## Problem description
Precise copying is required. Return the data below in full.

START Exercise input

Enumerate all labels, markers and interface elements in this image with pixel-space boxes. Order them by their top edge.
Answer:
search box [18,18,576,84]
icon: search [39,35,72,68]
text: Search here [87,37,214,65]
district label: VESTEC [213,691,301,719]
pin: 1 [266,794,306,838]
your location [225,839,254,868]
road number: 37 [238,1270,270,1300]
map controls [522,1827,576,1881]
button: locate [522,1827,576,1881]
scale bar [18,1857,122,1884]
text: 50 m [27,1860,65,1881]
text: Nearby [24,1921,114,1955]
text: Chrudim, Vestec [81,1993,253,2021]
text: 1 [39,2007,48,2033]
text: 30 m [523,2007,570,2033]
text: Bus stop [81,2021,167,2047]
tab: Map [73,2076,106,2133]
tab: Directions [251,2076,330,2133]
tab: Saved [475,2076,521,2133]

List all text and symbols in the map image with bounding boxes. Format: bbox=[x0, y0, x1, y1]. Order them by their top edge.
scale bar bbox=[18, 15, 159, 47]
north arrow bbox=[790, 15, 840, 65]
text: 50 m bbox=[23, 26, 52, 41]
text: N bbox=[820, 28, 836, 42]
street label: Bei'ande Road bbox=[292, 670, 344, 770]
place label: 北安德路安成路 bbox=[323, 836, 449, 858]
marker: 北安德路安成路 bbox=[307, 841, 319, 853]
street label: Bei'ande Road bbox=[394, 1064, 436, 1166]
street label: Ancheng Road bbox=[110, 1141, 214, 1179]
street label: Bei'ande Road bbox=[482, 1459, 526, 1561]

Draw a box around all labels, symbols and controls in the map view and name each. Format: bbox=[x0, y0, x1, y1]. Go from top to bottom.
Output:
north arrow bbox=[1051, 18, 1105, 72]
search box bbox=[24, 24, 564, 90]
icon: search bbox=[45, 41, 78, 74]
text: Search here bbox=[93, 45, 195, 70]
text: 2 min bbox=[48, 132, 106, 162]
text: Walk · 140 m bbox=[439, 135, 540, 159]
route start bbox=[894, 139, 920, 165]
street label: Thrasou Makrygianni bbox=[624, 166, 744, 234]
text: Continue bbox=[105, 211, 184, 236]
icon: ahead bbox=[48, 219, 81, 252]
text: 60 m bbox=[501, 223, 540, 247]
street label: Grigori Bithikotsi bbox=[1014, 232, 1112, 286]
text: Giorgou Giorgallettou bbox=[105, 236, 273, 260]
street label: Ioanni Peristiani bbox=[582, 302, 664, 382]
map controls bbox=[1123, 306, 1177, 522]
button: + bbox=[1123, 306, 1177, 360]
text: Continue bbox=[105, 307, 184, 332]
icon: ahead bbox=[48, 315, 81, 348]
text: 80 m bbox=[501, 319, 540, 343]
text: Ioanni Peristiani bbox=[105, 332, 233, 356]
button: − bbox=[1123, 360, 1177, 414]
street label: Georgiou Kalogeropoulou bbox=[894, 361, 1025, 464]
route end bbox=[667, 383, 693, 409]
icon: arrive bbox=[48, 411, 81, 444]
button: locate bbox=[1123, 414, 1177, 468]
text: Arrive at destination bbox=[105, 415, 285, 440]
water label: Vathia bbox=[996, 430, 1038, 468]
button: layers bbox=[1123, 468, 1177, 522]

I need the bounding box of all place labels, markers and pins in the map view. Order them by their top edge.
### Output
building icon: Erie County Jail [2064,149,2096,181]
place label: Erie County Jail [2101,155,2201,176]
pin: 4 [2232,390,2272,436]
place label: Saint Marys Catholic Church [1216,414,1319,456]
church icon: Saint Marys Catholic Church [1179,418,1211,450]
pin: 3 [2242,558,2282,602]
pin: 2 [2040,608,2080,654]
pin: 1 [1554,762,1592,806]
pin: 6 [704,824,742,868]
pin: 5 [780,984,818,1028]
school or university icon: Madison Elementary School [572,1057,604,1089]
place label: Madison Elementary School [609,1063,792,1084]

END Exercise input

## Written answer
Enumerate all labels, markers and interface elements in this image with pixel-space boxes. Order them by their top edge.
Answer:
search box [18,18,576,84]
icon: search [39,35,72,68]
text: Search here [87,37,214,65]
district label: VESTEC [213,691,301,719]
pin: 1 [266,794,306,838]
your location [225,839,254,868]
road number: 37 [238,1270,270,1300]
map controls [522,1827,576,1881]
button: locate [522,1827,576,1881]
scale bar [18,1857,122,1884]
text: 50 m [27,1860,65,1881]
text: Nearby [24,1921,114,1955]
text: Chrudim, Vestec [81,1993,253,2021]
text: 1 [39,2007,48,2033]
text: 30 m [523,2007,570,2033]
text: Bus stop [81,2021,167,2047]
tab: Map [73,2076,106,2133]
tab: Directions [251,2076,330,2133]
tab: Saved [475,2076,521,2133]

List all text and symbols in the map image with bounding boxes. Format: bbox=[x0, y0, x1, y1]. Order them by their top edge.
scale bar bbox=[18, 15, 159, 47]
north arrow bbox=[790, 15, 840, 65]
text: 50 m bbox=[23, 26, 52, 41]
text: N bbox=[820, 28, 836, 42]
street label: Bei'ande Road bbox=[292, 670, 344, 770]
place label: 北安德路安成路 bbox=[323, 836, 449, 858]
marker: 北安德路安成路 bbox=[307, 841, 319, 853]
street label: Bei'ande Road bbox=[394, 1064, 436, 1166]
street label: Ancheng Road bbox=[110, 1141, 214, 1179]
street label: Bei'ande Road bbox=[482, 1459, 526, 1561]

Draw a box around all labels, symbols and controls in the map view and name each. Format: bbox=[x0, y0, x1, y1]. Go from top to bottom.
Output:
north arrow bbox=[1051, 18, 1105, 72]
search box bbox=[24, 24, 564, 90]
icon: search bbox=[45, 41, 78, 74]
text: Search here bbox=[93, 45, 195, 70]
text: 2 min bbox=[48, 132, 106, 162]
text: Walk · 140 m bbox=[439, 135, 540, 159]
route start bbox=[894, 139, 920, 165]
street label: Thrasou Makrygianni bbox=[624, 166, 744, 234]
text: Continue bbox=[105, 211, 184, 236]
icon: ahead bbox=[48, 219, 81, 252]
text: 60 m bbox=[501, 223, 540, 247]
street label: Grigori Bithikotsi bbox=[1014, 232, 1112, 286]
text: Giorgou Giorgallettou bbox=[105, 236, 273, 260]
street label: Ioanni Peristiani bbox=[582, 302, 664, 382]
map controls bbox=[1123, 306, 1177, 522]
button: + bbox=[1123, 306, 1177, 360]
text: Continue bbox=[105, 307, 184, 332]
icon: ahead bbox=[48, 315, 81, 348]
text: 80 m bbox=[501, 319, 540, 343]
text: Ioanni Peristiani bbox=[105, 332, 233, 356]
button: − bbox=[1123, 360, 1177, 414]
street label: Georgiou Kalogeropoulou bbox=[894, 361, 1025, 464]
route end bbox=[667, 383, 693, 409]
icon: arrive bbox=[48, 411, 81, 444]
button: locate bbox=[1123, 414, 1177, 468]
text: Arrive at destination bbox=[105, 415, 285, 440]
water label: Vathia bbox=[996, 430, 1038, 468]
button: layers bbox=[1123, 468, 1177, 522]

I need the bounding box of all place labels, markers and pins in the map view. Order them by their top edge.
### Output
building icon: Erie County Jail [2064,149,2096,181]
place label: Erie County Jail [2101,155,2201,176]
pin: 4 [2232,390,2272,436]
place label: Saint Marys Catholic Church [1216,414,1319,456]
church icon: Saint Marys Catholic Church [1179,418,1211,450]
pin: 3 [2242,558,2282,602]
pin: 2 [2040,608,2080,654]
pin: 1 [1554,762,1592,806]
pin: 6 [704,824,742,868]
pin: 5 [780,984,818,1028]
school or university icon: Madison Elementary School [572,1057,604,1089]
place label: Madison Elementary School [609,1063,792,1084]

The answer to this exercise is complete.